%%
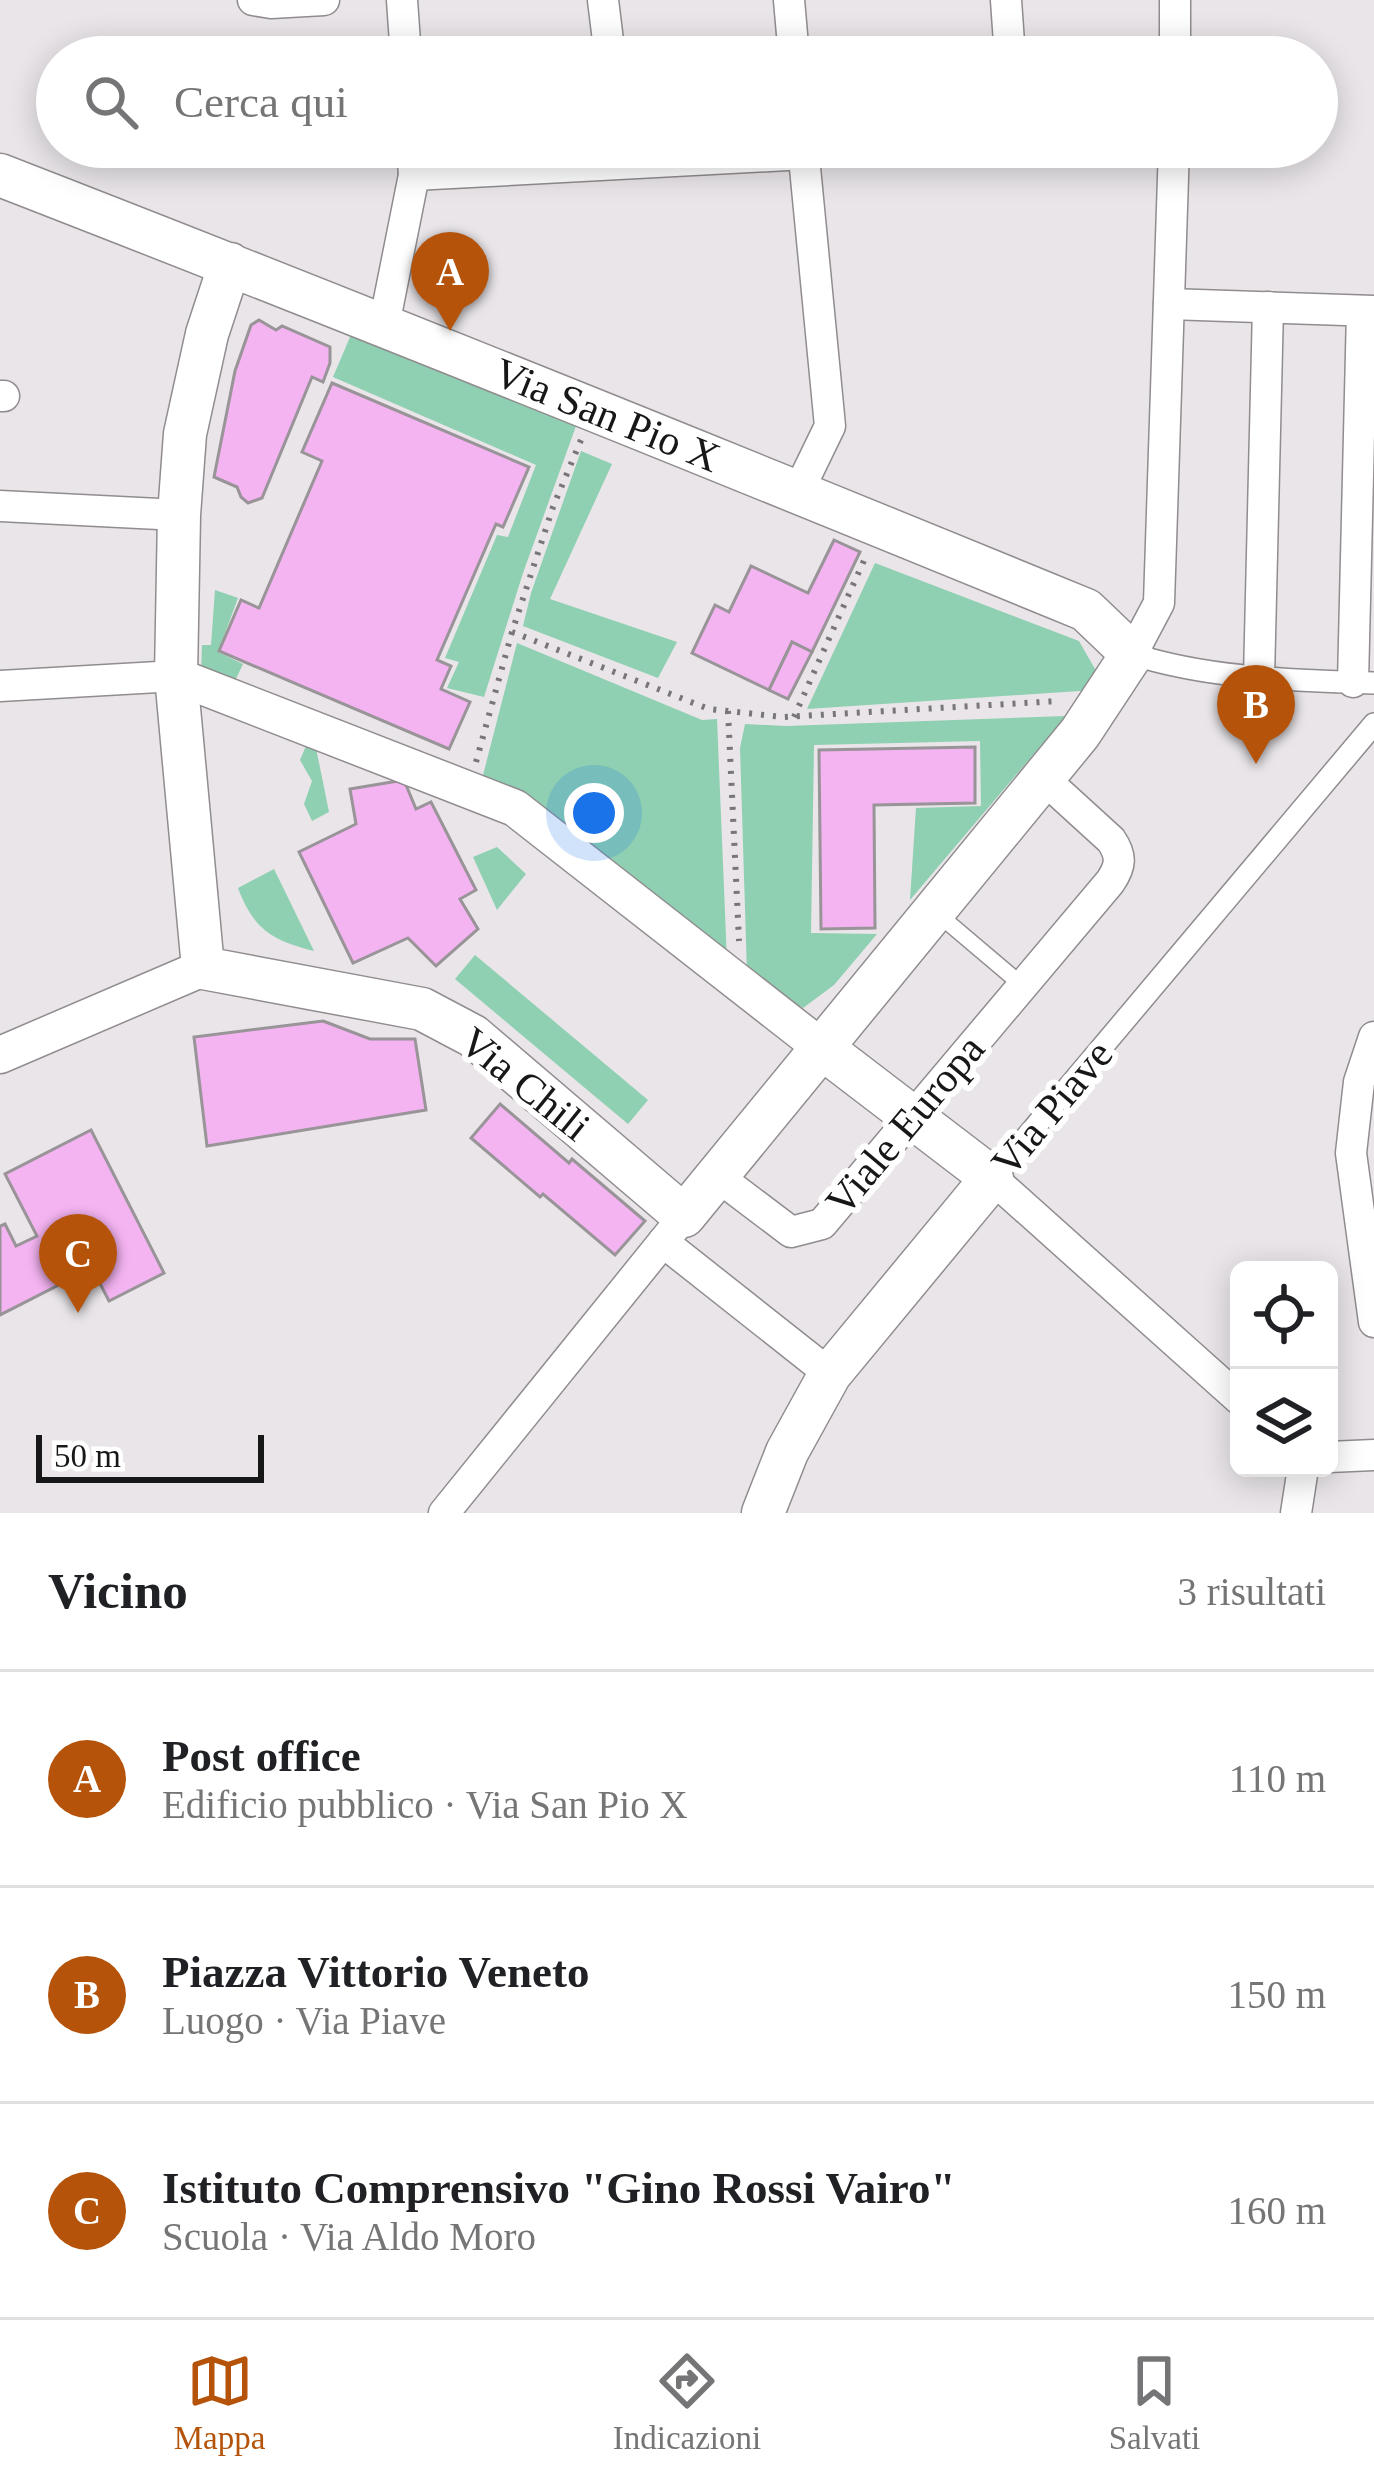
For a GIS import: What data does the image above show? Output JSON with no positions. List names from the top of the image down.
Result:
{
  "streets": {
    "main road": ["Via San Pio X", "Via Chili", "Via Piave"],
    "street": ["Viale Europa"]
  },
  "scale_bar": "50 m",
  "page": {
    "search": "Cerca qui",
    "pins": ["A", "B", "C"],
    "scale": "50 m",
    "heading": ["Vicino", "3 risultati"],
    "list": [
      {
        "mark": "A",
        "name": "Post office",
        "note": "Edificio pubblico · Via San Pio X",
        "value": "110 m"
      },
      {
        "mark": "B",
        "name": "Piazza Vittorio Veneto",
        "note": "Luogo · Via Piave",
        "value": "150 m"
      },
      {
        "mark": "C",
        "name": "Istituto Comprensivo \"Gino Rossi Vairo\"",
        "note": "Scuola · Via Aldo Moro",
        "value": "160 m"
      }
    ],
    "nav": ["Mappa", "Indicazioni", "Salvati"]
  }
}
%%
Within the listing above, how many lines hold the string "note"? Answer with the number only.

3